Bill pretty well hit it on the head. There is a whole lot of counter weight, I'm not really sure what the exact total is. Then there is an electric motor that goes into a gear reduction drive. That is connected by chain to a sprocket that is the same size and attached to the head block for further gear reduction. There are 5 1/2 lift lines attached to the curtain itself. It takes a little over a minute to raise or lower via the motor. Or should power go out or if you really want to punish someone the motor can be disconnected and you can do it by hand. There is a 10" long handle that attaches to the gear reduction drive and you crank until your arms fall off and then someone else takes over. I've never been around for that luckily. It happened once before I got there and I was told it took at least 4 guys switching off every couple of minutes an hour to raise it the full 25 feet.


----------



## teqniqal (May 29, 2015)

Well, here is a picture of a 4-Ton counterweight, so you can just imagine what a 16 or 25-Ton arrangement looks like . . .


----------



## techieman33 (May 29, 2015)

teqniqal said:


> Well, here is a picture of a 4-Ton counterweight, so you can just imagine what a 16 or 25-Ton arrangement looks like . . .View attachment 12089



You wouldn't want the counter weight to match the fire curtain though. I'm sure there is a lot of math involved to get the counter weight just right. You want the curtain to fall when it's triggered, I think the weight is more to help control the speed of it's decent then to actually help balance the weight of the system. And just for giggles here is a video of my curtain coming down during a test a couple of years ago.


----------



## BillConnerFASTC (May 29, 2015)

techieman33 said:


> You wouldn't want the counter weight to match the fire curtain though. I'm sure there is a lot of math involved to get the counter weight just right. You want the curtain to fall when it's triggered, I think the weight is more to help control the speed of it's decent then to actually help balance the weight of the system. And just for giggles here is a video of my curtain coming down during a test a couple of years ago.



As I noted, the weight is the counterweight plus the drive. There may be a lot of math but in the end, its release and time, and add or remove some weight, until the decent is the desired or required speed.

The videod curtain clearly seems to have a dash pot or similar to slow at end of travel. A lot today simply govern the speed the whole way.


----------



## Jay Ashworth (May 29, 2015)

I assume that cranking it back up at that weight is a cast iron son of a bitch, if you'll pardon the pun.


----------



## BillConnerFASTC (May 29, 2015)

loft block and head block


----------



## BillConnerFASTC (May 29, 2015)

and the estimated 12,700 pound counterweight - (28" X 9" weights 13'-4" tall)


----------



## techieman33 (May 29, 2015)

BillConnerASTC said:


> As I noted, the weight is the counterweight plus the drive. There may be a lot of math but in the end, its release and time, and add or remove some weight, until the decent is the desired or required speed.
> 
> The videod curtain clearly seems to have a dash pot or similar to slow at end of travel. A lot today simply govern the speed the whole way.

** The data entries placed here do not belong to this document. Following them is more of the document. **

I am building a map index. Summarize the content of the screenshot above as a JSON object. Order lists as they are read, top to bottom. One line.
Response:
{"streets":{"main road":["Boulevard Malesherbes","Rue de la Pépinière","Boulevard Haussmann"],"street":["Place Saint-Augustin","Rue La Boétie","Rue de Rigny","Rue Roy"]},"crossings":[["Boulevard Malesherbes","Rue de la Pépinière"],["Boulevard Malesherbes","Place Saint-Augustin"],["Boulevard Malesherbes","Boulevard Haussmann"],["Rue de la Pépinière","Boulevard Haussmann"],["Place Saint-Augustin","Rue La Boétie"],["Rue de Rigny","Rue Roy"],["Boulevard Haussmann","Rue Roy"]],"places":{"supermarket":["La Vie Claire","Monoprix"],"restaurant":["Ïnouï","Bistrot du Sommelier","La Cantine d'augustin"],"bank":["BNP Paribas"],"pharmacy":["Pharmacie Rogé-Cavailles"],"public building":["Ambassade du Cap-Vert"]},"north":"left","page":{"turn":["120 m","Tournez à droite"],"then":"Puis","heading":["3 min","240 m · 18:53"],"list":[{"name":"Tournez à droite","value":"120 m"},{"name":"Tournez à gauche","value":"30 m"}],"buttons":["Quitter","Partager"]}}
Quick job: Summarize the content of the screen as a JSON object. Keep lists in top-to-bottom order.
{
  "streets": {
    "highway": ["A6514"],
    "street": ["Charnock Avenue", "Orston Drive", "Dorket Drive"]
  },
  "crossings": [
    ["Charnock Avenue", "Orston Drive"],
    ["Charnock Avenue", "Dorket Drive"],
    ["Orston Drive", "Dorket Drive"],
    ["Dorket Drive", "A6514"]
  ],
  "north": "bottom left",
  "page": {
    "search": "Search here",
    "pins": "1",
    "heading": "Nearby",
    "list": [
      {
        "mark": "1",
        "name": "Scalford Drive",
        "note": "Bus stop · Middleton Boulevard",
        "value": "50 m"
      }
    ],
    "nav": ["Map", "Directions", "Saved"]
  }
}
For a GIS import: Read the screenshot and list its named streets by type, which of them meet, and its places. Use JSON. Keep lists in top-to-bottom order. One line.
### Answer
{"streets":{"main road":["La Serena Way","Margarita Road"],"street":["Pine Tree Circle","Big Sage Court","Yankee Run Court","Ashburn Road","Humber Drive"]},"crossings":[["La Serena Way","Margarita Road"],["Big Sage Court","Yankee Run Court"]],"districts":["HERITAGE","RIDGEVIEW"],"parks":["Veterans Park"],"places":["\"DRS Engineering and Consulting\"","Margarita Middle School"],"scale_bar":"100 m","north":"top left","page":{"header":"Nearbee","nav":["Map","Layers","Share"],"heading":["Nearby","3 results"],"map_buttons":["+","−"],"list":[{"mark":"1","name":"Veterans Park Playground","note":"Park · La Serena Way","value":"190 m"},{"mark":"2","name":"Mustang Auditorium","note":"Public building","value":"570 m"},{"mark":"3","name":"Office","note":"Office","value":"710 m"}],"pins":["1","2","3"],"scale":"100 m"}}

It does have a dash pot. My understanding was that you wanted it to slow down that few feet. That way it bought a little more time for someone to clear out from under it, and so that it had a softer landing on the stage itself. I can't find it now but there used to be a page on Clancys site that said a curtain should take ~15 seconds to drop to a few feet above the deck and then another 10 to actually come in contact with the deck.


----------



## egilson1 (May 29, 2015)

Based on NFPA 80 and the ANSI standard there is no longer a overall time that the curtain must close by (use to be 30 seconds.) It's now based on feet per second. The speed must be no slower than 1 foot per second and the last 8' must take no less than 5 seconds. This allows for those ginormous framed curtains to move at a speed that won't be impossible to stop when it hits the deck.


----------



## BillConnerFASTC (May 29, 2015)

But most designed and installed today are motorized and simply governed at a constant speed, was my point.


----------



## techieman33 (May 29, 2015)

BillConnerASTC said:


> But most designed and installed today are motorized and simply governed at a constant speed, was my point.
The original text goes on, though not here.